Francisco
Francisco

Reputation: 31

Cython: slow numpy arrays

I am trying to speed up my code using cython. After translating a code into cython from python I am seeing that I have not gained any speed up. I think the origin of the problem is the bad performance I am getting by using numpy arrays into cython.

I have came up with a very simple program to show this:

############### test.pyx #################
import numpy as np
cimport numpy as np
cimport cython

def func1(long N):

    cdef double sum1,sum2,sum3
    cdef long i

    sum1 = 0.0
    sum2 = 0.0
    sum3 = 0.0

    for i in range(N):
        sum1 += i
        sum2 += 2.0*i
        sum3 += 3.0*i

    return sum1,sum2,sum3

def func2(long N):

    cdef np.ndarray[np.float64_t,ndim=1] sum_arr
    cdef long i

    sum_arr = np.zeros(3,dtype=np.float64)

    for i in range(N):
        sum_arr[0] += i
        sum_arr[1] += 2.0*i
        sum_arr[2] += 3.0*i

    return sum_arr

def func3(long N):

    cdef double sum_arr[3]
    cdef long i

    sum_arr[0] = 0.0
    sum_arr[1] = 0.0
    sum_arr[2] = 0.0

    for i in range(N):
        sum_arr[0] += i
        sum_arr[1] += 2.0*i
        sum_arr[2] += 3.0*i

    return sum_arr
##########################################

################## test.py ###############
import time
import test as test

N = 1000000000

for i in xrange(10):

    start = time.time()
    sum1,sum2,sum3 = test.func1(N)
    print 'Time taken = %.3f'%(time.time()-start)

print '\n'
for i in xrange(10):
    start = time.time()
    sum_arr = test.func2(N)
    print 'Time taken = %.3f'%(time.time()-start)

print '\n'
for i in xrange(10):
    start = time.time()
    sum_arr = test.func3(N)
    print 'Time taken = %.3f'%(time.time()-start)
############################################

And from python test.py I get:

Time taken = 1.445
Time taken = 1.433
Time taken = 1.434
Time taken = 1.428
Time taken = 1.449
Time taken = 1.425
Time taken = 1.421
Time taken = 1.451
Time taken = 1.483
Time taken = 1.418

Time taken = 2.623
Time taken = 2.603
Time taken = 2.977
Time taken = 3.237
Time taken = 2.748
Time taken = 2.798
Time taken = 2.811
Time taken = 2.783
Time taken = 2.585
Time taken = 2.595

Time taken = 1.503
Time taken = 1.529
Time taken = 1.509
Time taken = 1.543
Time taken = 1.427
Time taken = 1.425
Time taken = 1.423
Time taken = 1.415
Time taken = 1.414
Time taken = 1.418

My question is: why func2 is almost 2x slower than func1 and func3?

Is there a way to improve this?

Thanks!

######## UPDATE

My real problem is as follows.
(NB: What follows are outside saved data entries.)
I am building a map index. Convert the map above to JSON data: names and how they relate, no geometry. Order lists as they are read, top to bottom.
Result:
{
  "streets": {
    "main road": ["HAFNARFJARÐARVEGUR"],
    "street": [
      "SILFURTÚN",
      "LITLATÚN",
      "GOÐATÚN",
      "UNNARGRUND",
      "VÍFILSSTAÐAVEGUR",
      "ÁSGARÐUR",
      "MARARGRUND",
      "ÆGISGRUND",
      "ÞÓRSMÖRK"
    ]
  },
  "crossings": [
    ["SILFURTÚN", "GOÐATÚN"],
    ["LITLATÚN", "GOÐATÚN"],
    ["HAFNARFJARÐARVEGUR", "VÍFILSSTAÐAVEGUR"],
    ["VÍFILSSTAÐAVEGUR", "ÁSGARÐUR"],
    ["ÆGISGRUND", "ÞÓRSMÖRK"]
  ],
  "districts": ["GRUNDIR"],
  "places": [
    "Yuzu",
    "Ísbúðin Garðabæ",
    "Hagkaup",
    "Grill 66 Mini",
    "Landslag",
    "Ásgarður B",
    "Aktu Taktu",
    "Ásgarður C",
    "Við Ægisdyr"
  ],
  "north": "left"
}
I am calling a function that accepts a 3D array (say P[i,j,k]). The function will loop through each element and compute several quantities: a quantity that depends on the value of the array in that position (say A=f(P[i,j,k])) and another quantities that only depend on the position of the array itself (B=g(i,j,k)). Schematically things will look like this:

for i in xrange(N):
    corr1 = h(i,val)

    for j in xrange(N):
        corr2 = h(j,val)

        for k in xrange(N):
            corr3 = h(k,val)

            A = f(P[i,j,k])
            B = g(i,j,k)
            Arr[B] += A*corr1*corr2*corr3

where val is a property of the 3D array represented by a number. This number can be different for different fields.

Since I have to do this operation over many 3D arrays, I though that it would be better if I create a new routine that accepts many different input 3D arrays, leaving the number of arrays unknown a-priori. The idea is that since B will be exactly the same over all arrays, I can avoid computing it for each array and only compute it once. The problem is that the corr1, corr2, corr3 above will become arrays:

If I have a number of 3D arrays equal to num_3D_arrays I am doing something as:

for i in xrange(N):
    for p in xrange(num_3D_arrays):
        corr1[p] = h(i,val[p])

    for j in xrange(N):
        for p in xrange(num_3D_arrays):
            corr2[p] = h(j,val[p])

        for k in xrange(N):
            for p in xrange(num_3D_arrays):
                corr3[p] = h(k,val[p])

            B = g(i,j,k)
            for p in xrange(num_3D_arrays):
                A[p] = f(P[i,j,k])
                Arr[p,B] += A[p]*corr1[p]*corr2[p]*corr3[p]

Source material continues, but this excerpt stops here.